Aggregating Data, The Hard Part
Amazing things can be accomplished with machine learning. But all of that power requires a large amount of “good”, “clean” data. Acquisition and processing of training data will take up a majority of time and effort. For the best accuracy, training data should have the same format and variance as the “real” data. For example, a model that is meant to classify Tweets should not be trained on Yelp reviews. The structure, tone and length are completely different. Training data must be labeled to be useful within supervised learning. Twitter allows searching of terms and hashtags which made aggregating ‘positive’ (this tweet exhibited the classification) data easy. The data corpus must also include ‘negative’ classifications (does not exhibit a classification) This ‘noise’ can be aggregated through the Twitter API “/sample” method. Have a plan regarding where both negative and positive data will come from.

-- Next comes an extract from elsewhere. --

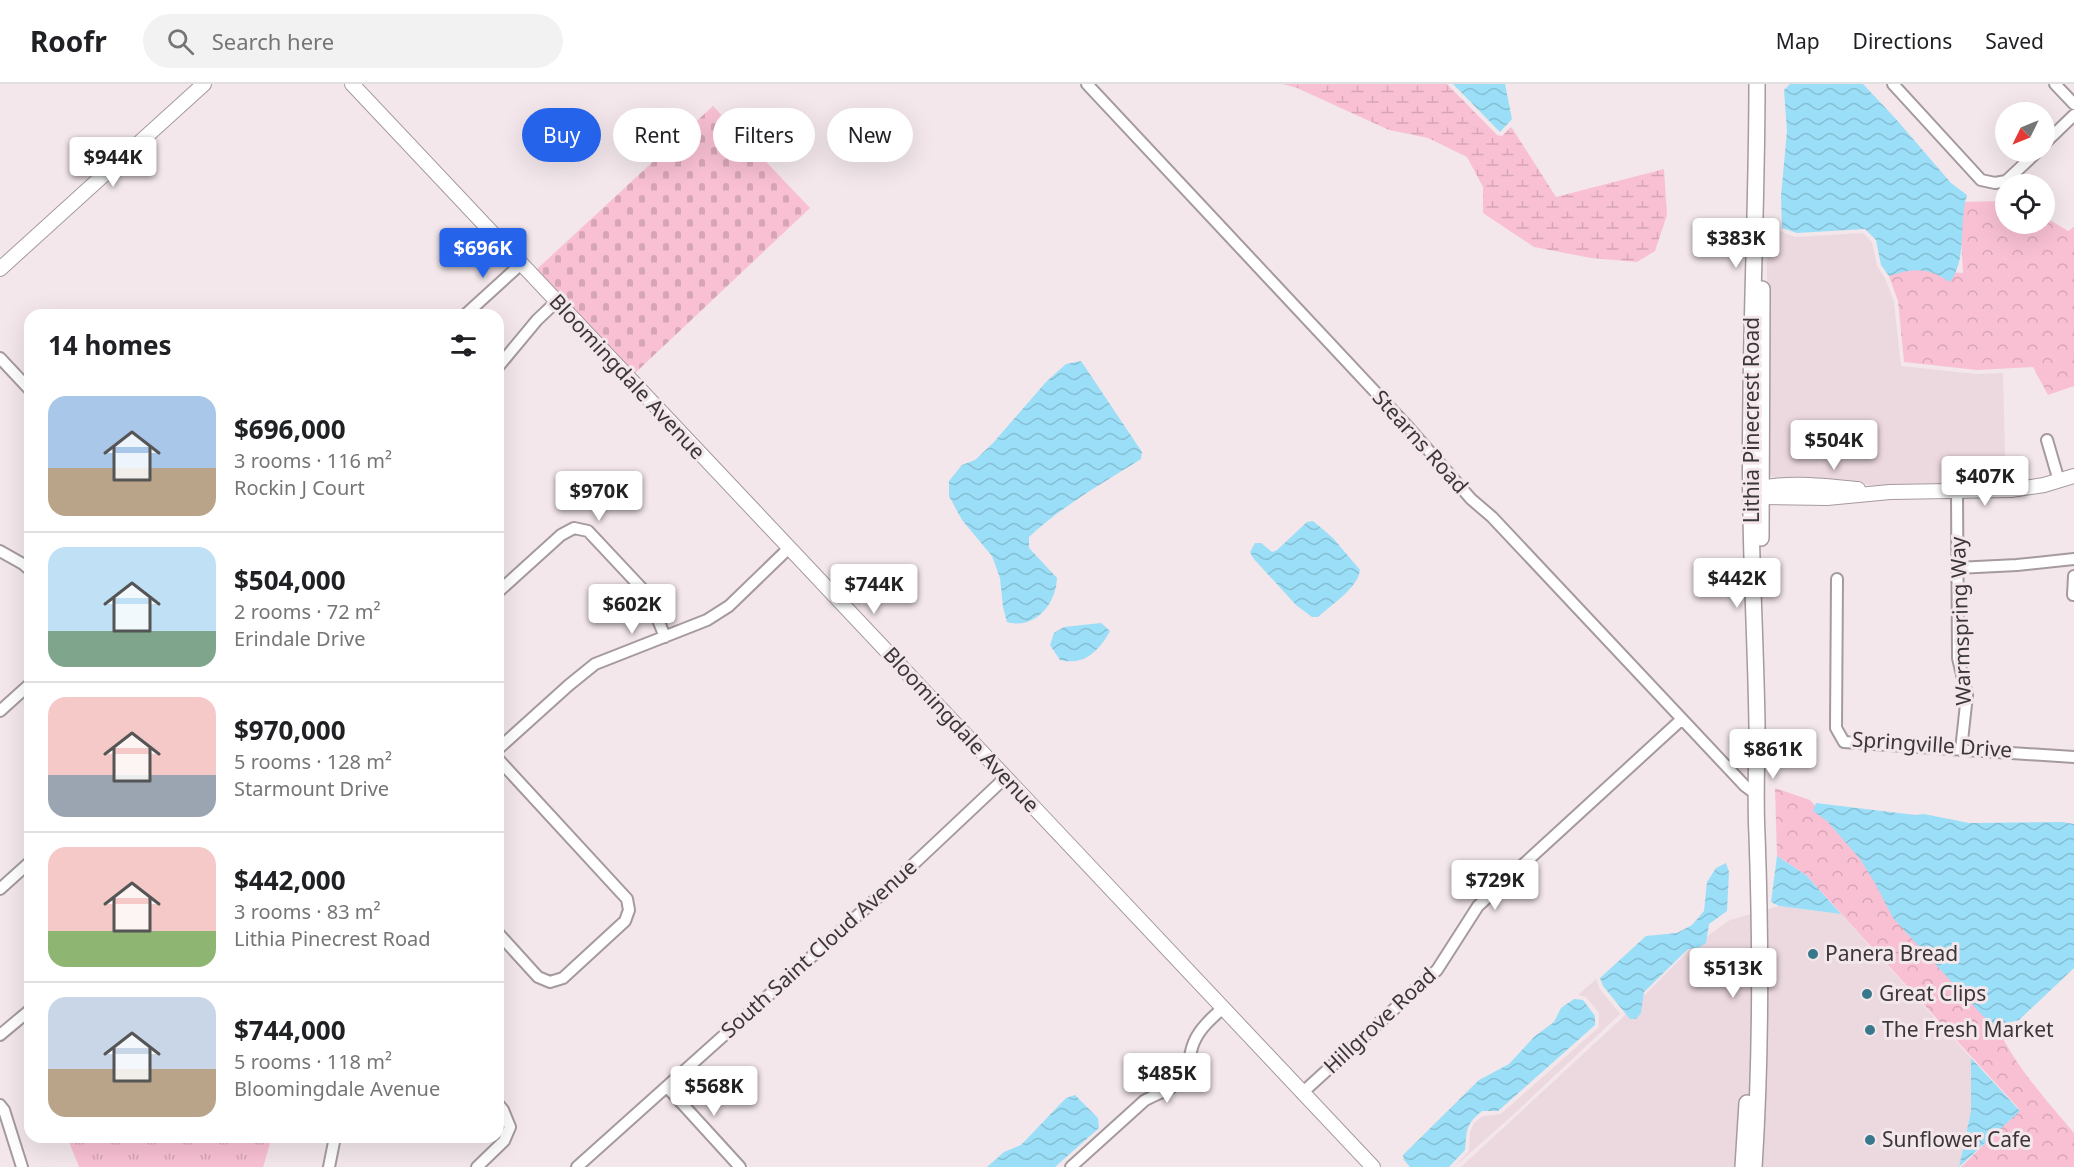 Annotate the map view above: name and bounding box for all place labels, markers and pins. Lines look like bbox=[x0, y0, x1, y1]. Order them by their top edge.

With unlabeled data, labeling the training data into 1 or more classifications (an ML model can classify into N number of classifications) is an extremely human-labor intensive task. Amazon Mechanical Turk is an option, albeit an expensive one.
Data Cleanliness
“Clean” data means data which is free from irregularities, long outliers, or mis-labeled results. Raw data is very dirty; measurements may be in inconsistent units, the parameter scale may vary widely, etc. “Cleaning” data refers to removing the noise so the underlying patterns and structure can be inferred by the ML algorithm.
How Much is Enough
Short answer - until the model works well enough for the use case. Not entirely helpful, but data requirements depend on dimensionality and output space of the problem domain. It also depends on the relative variance of the ‘real world’ data the model will predict. For example - recipes have a rather standard format and vocabulary. (More standard than ‘tech blogs’ or the comment section on Youtube.) If the model classifies a continuous value from numerical data, scaling this data between 0-1, typically results in better outcomes.

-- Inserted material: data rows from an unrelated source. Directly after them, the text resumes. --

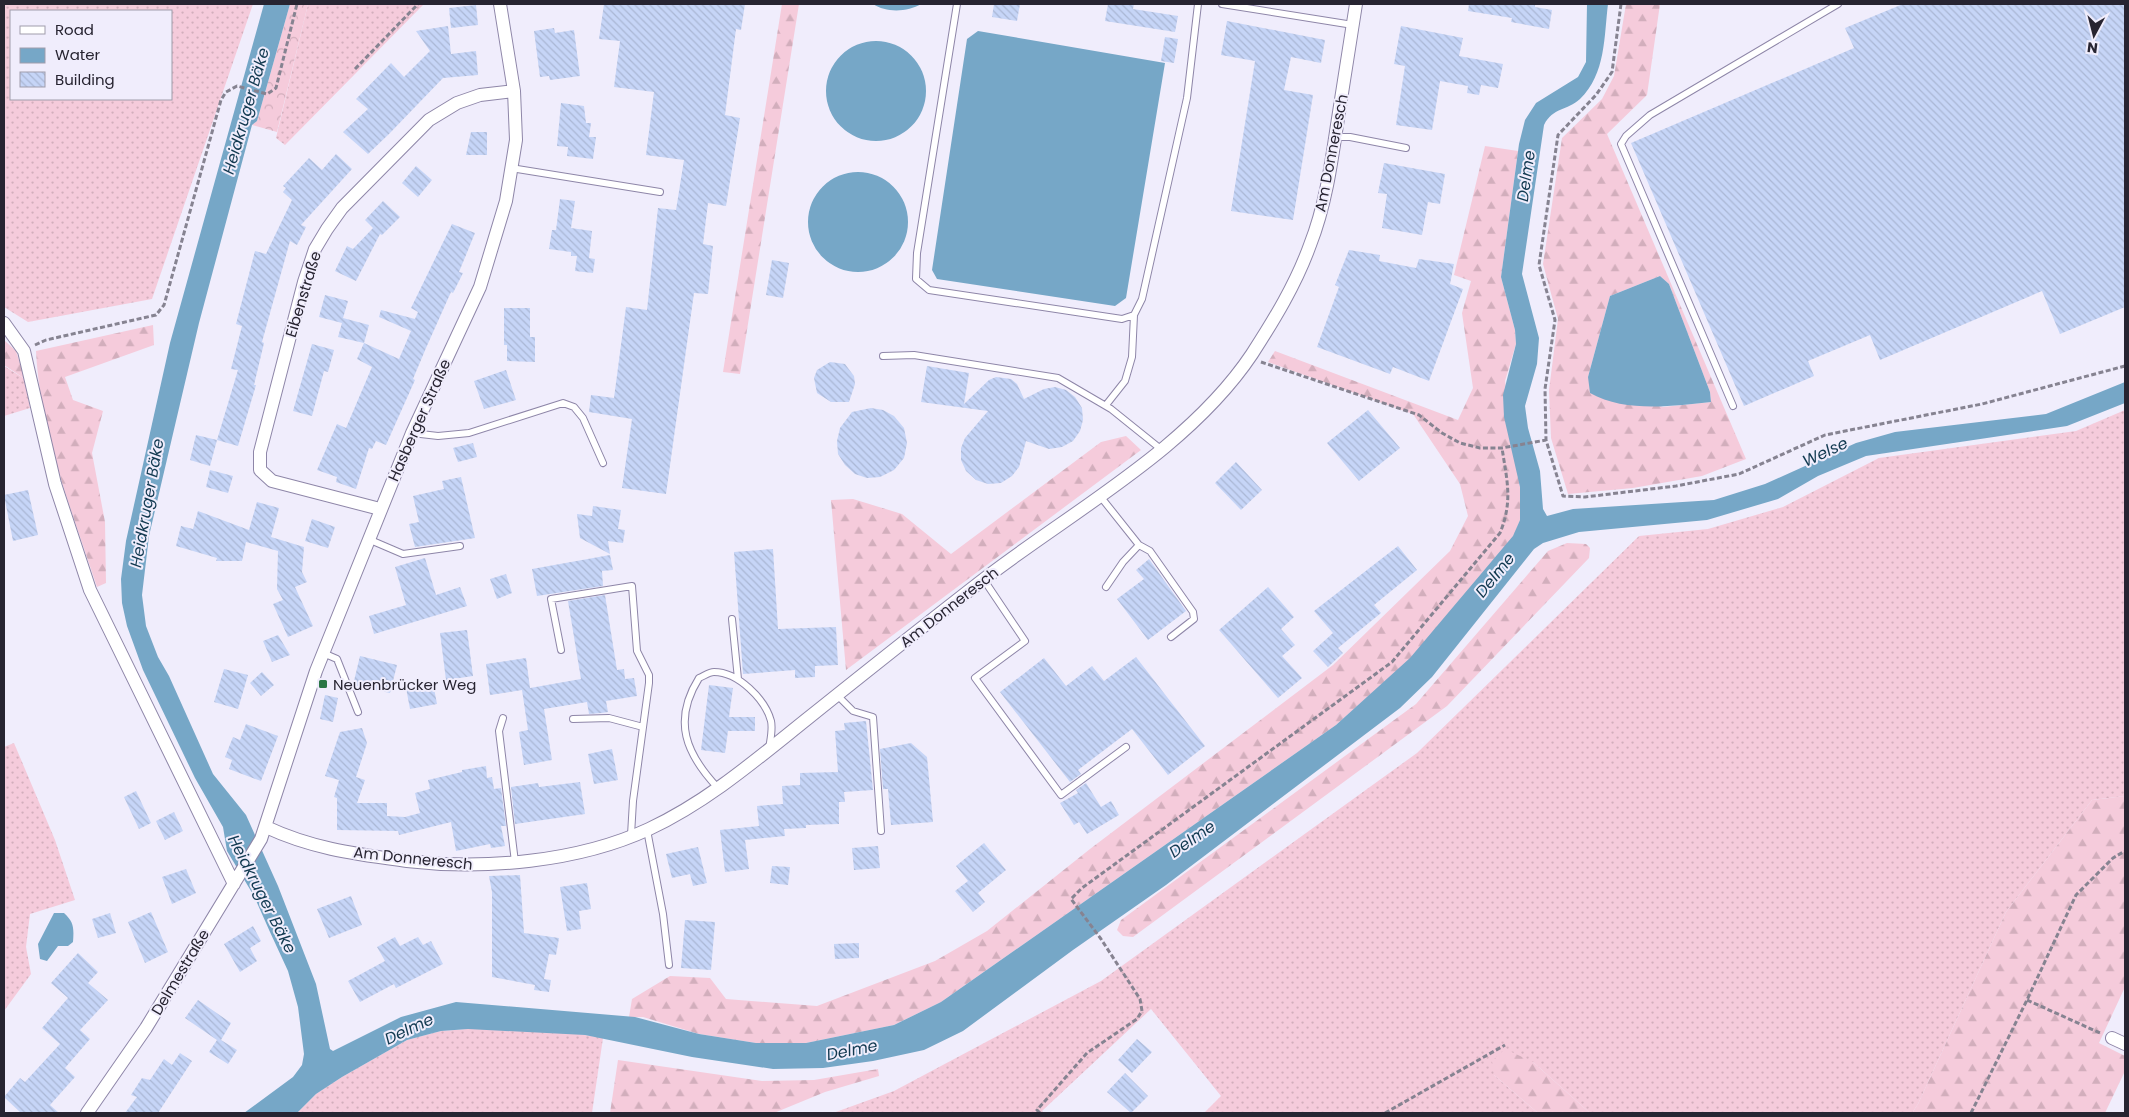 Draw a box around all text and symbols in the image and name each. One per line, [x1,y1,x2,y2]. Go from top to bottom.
legend [10,10,172,100]
north arrow [2069,10,2119,60]
text: Road [55,19,94,40]
text: N [2086,37,2099,58]
text: Water [55,44,101,65]
water label: Heidkruger Bäke [217,45,275,177]
text: Building [55,69,115,90]
street label: Am Donneresch [1309,92,1353,214]
water label: Delme [1511,149,1541,203]
street label: Eibenstraße [280,248,326,340]
street label: Hasberger Straße [383,355,455,485]
water label: Welse [1799,431,1852,473]
water label: Heidkruger Bäke [124,437,170,569]
water label: Delme [1470,548,1520,602]
street label: Am Donneresch [895,562,1003,652]
place label: Neuenbrücker Weg [333,674,477,695]
marker: Neuenbrücker Weg [317,678,329,690]
water label: Delme [1164,815,1220,863]
water label: Heidkruger Bäke [222,831,302,957]
street label: Am Donneresch [352,841,474,875]
street label: Delmestraße [146,925,214,1019]
water label: Delme [381,1008,437,1050]
water label: Delme [824,1034,880,1066]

It is even possible to have ‘too much’ data, which means the size of the dataset can slow down analysis, or introduce too much variance. In the case of too much variance, this shows the problem statement is overly vague and should be narrowed. To assess how much data is ‘enough’, observe the existing distribution of the data already collected. In the case of text data, the top 100, 1000, N words can give a feel for the dominant features. There will come a point where collecting more data will not affect the overall distribution.
When building an image classifier, the amount of data can be artificially boosted by rotating the image, randomly cropping, and adjusting the color scale. This may appear like a cheap trick, but boosting can often highlight meaningful training features in the data.
Curb Your Expectations
Machine learning is not a logical field. A function that determines if an input is divisible by 2 will always be correct, and can be proven to be correct. An ML model detects patterns within data, and then repeatedly tunes it’s parameters until the error rate is “good enough”. It’s not as much “learning” as fitting a large statistical curve. Just like humans, the model can still make mistakes, and can’t make inferences on subjects it hasn’t seen before. The strength of humans is still our ability to discern complex context, and create new ways of doing things.